Dec 10, 2018 by Sean Luce

A friend of mine always told me that hiring potential super stars is much like dating.You can interview (or date) someone for the next six months, but until the day you hire him or her and the person starts working in your office (the day your date eventually cohabitates with you), you really don't know what you have.

To a certain degree, I agree with my friend. Still, there are things you can do to make sure that, if you're going to get married to (or hire) him or her, you limit the uncertainties of what you're going to get. In our industry, with 80-90 percent first-year attrition failure ratios, top recruitment experts say that if your success ratio in hiring people who develop into the second year is 50 percent, you are considered a genius.
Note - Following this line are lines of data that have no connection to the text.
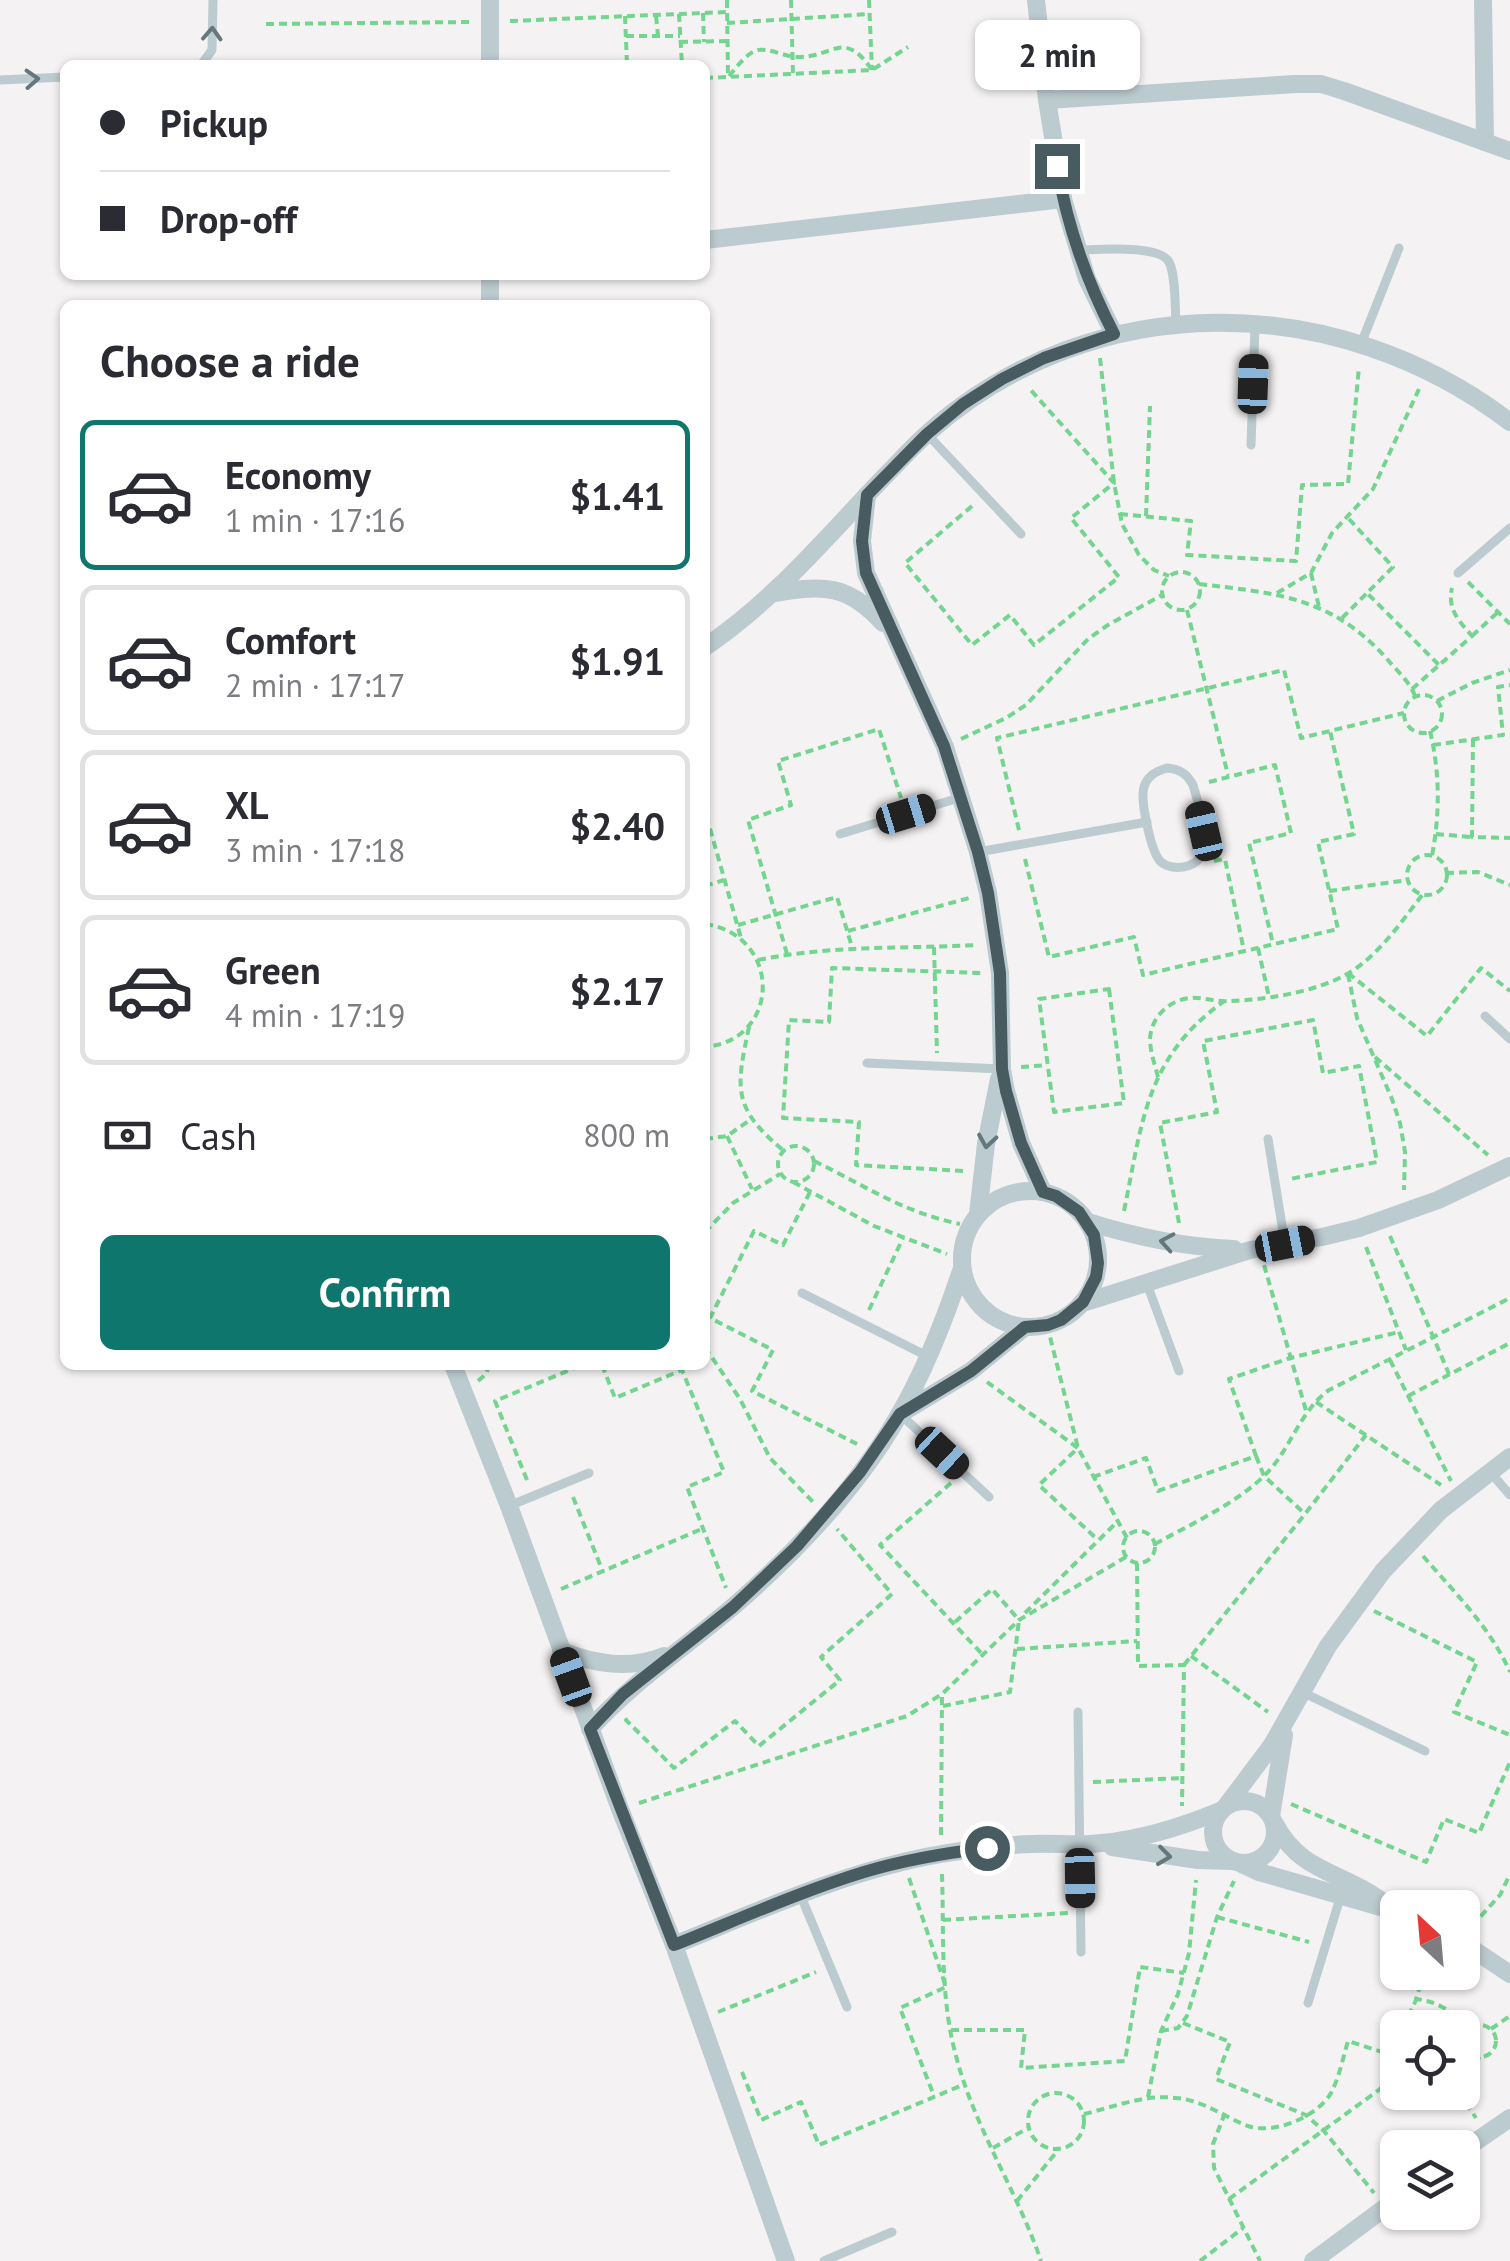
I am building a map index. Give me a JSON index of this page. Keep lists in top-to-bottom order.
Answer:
{
  "north": "top left",
  "page": {
    "bubble": "2 min",
    "banner": ["Pickup", "Drop-off"],
    "heading": "Choose a ride",
    "list": [
      {
        "name": "Economy",
        "note": "1 min · 17:16",
        "value": "$1.41"
      },
      {
        "name": "Comfort",
        "note": "2 min · 17:17",
        "value": "$1.91"
      },
      {
        "name": "XL",
        "note": "3 min · 17:18",
        "value": "$2.40"
      },
      {
        "name": "Green",
        "note": "4 min · 17:19",
        "value": "$2.17"
      }
    ],
    "pay": ["Cash", "800 m"],
    "buttons": "Confirm"
  }
}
My mandatory goal as a day-to-day sales manager was to achieve an 80-percent success ratio with new hires. Here are six criteria to use in the hiring process, along with the significance you should apply to each one. To get 80-percent retention, you want your checklist below to add up to 80 percent, which gives you very little room for error.The percentages below show the level of importance to attach to each criteria.

The Resume' (5%): This is the lowest of all criteria. After all, whom would you hire based on a resume': a Eureka College graduate or a polished attorney? The polished attorney, right? Wrong. The Eureka College graduate, Ronald Reagan, won the 1980 U.S. presidential election over polished attorney Walter Mondale. Anyone, or almost anyone, can put together a great resume'.

Personnel Assessments (20%): This is not the end-all of recruitment, and you certainly wouldn't want to base your entire hiring decision on a personnel profile. Still, with a thorough personnel assessment, you can determine a prospective employee's thinking style, numeric ability and verbal skills, along with behavior traits and occupational interests, to make sure you have the right job match. It's worth the money you invest in these assessments, as long as you don't use them as a crutch for hiring.

Presentation (15%): How do you know whether candidates will perform well in pressure-packed situations? How are their presentation skills? Ask your candidates to make a 15-minute presentation to your current sales staff. If candidates can make it through that, they can make it through almost anything.

Interview With Your Senior People (15%): After all, your top reps won't "blue-sky" the candidate. In addition, your top people will quickly identify the ones who will fit into their team (and it is their team).

Check References (20%): You can check the names they give you, but this deck is stacked. Who would give you names of people who would throw them under the bus? Call people or competitors they did not give you. Find out what people other than their biggest fans think of them.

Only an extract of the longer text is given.